There are several limitations to the study that must be taken into account in considering its conclusions and planning future research. Due to the constraints of conducting research in a juvenile detention setting, youths were the sole informants. While it would clearly be advantageous to interview caregivers and other informants, the small window of time during which many of the youth were retained in detention (4 days on average) did not afford this opportunity. Although most information on stress buffering has relied heavily on self-report (e.g., Burton et al., 2004
), it is clear that convergent data from multiple sources would give more confidence in these findings. It is also possible that responses to assessment were affected by the detention process per se. The current study, like other studies of detained adolescents (e.g., Domalanta et al., 2003
; Teplin et al., 2002
), is cross-sectional and observational in design, so that it cannot tease out whether lack of supportive adult relationships plays a causal role in the development of depression among these youth. Because this is a prevalence survey, there is no information about the duration of their depressive symptoms or about the temporal sequence among onset of depressive symptoms, occurrence of stressful life events, and experiences of parental support. A final caveat of this study is that only a small number of possible variables that might influence depression was examined, and effects were generally modest in size.

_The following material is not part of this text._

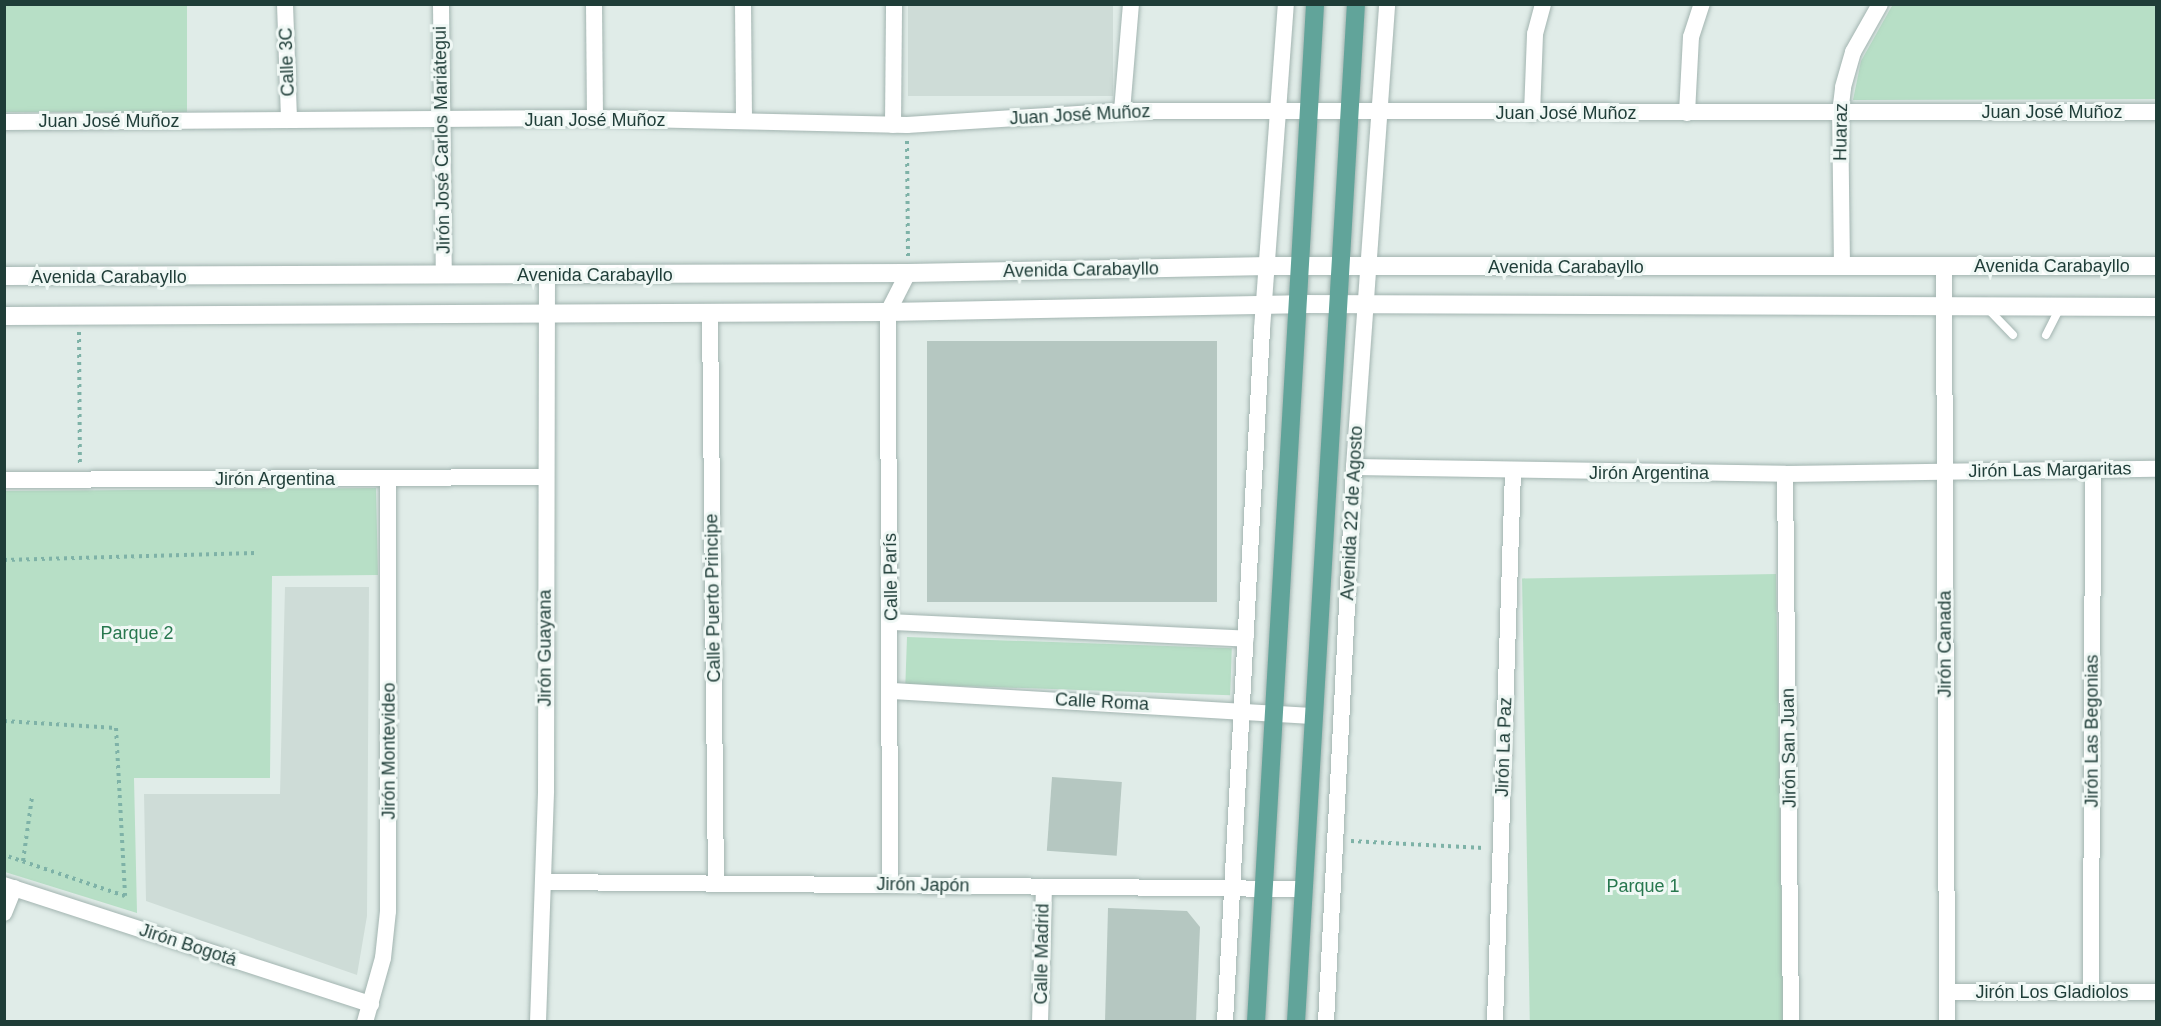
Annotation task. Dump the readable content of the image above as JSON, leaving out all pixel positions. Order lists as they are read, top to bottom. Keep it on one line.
{"streets":{"main road":["Avenida Carabayllo","Avenida 22 de Agosto"],"street":["Calle 3C","Juan José Muñoz","Huaraz","Jirón José Carlos Mariátegui","Jirón Las Margaritas","Jirón Argentina","Calle París","Calle Puerto Principe","Jirón Canada","Jirón Guayana","Calle Roma","Jirón Las Begonias","Jirón La Paz","Jirón San Juan","Jirón Montevideo","Jirón Japón","Jirón Bogotá","Calle Madrid","Jirón Los Gladiolos"]},"crossings":[["Calle 3C","Juan José Muñoz"],["Juan José Muñoz","Huaraz"],["Juan José Muñoz","Jirón José Carlos Mariátegui"],["Juan José Muñoz","Avenida 22 de Agosto"],["Huaraz","Avenida Carabayllo"],["Jirón José Carlos Mariátegui","Avenida Carabayllo"],["Avenida Carabayllo","Avenida 22 de Agosto"],["Avenida Carabayllo","Calle París"],["Avenida Carabayllo","Calle Puerto Principe"],["Avenida Carabayllo","Jirón Canada"],["Avenida Carabayllo","Jirón Guayana"],["Jirón Las Margaritas","Jirón Argentina"],["Jirón Las Margaritas","Jirón Canada"],["Jirón Las Margaritas","Jirón Las Begonias"],["Jirón Argentina","Avenida 22 de Agosto"],["Jirón Argentina","Jirón Canada"],["Jirón Argentina","Jirón Guayana"],["Jirón Argentina","Jirón La Paz"],["Jirón Argentina","Jirón San Juan"],["Jirón Argentina","Jirón Montevideo"],["Avenida 22 de Agosto","Calle Roma"],["Avenida 22 de Agosto","Jirón Japón"],["Calle París","Calle Roma"],["Calle París","Jirón Japón"],["Calle Puerto Principe","Jirón Japón"],["Jirón Canada","Jirón Los Gladiolos"],["Jirón Guayana","Jirón Japón"],["Jirón Las Begonias","Jirón Los Gladiolos"],["Jirón Montevideo","Jirón Bogotá"],["Jirón Japón","Calle Madrid"]],"parks":["Parque 2","Parque 1"]}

Despite these limitations, this study corroborates other research findings that show that many youth in custody have significant mental health needs, including elevated levels of depressive symptoms and frequent substance use, and goes a step further in testing two plausible models for depression risk among this susceptible population. From a public health standpoint, juvenile detention could be considered an opportunity for screening and assessment of mental health needs, stresses, and supports and for referral to appropriate services. As Grisso and colleagues (Grisso, Barnum, Fletcher, Cauffman, & Peuschold, 2001
) have noted that “. . . in the interests of public safety, we should attend to the treatment of youths’ disorders that may have played a role in their illegal behavior.” This is particularly important in light of the association between depression and increased incidence of incarceration and recidivism (Clark-Jones, 1999
; Cocozza, 1992
; Whitbeck et al., 2000
). In considering intervention programs, enhancement of caregiver and other adult support as well as stress reduction/stress management techniques may be promising strategies in ameliorating youth depression. Future research could test intervention programs that work to increase support from existing caregivers or temper the impact of stressful life events, depending on a youth’s profile of risk. Examining the course of adolescents’ depression with and without such added supports would provide additional information about the potential of these strategies to lessen the risk of depression among criminally involved adolescents.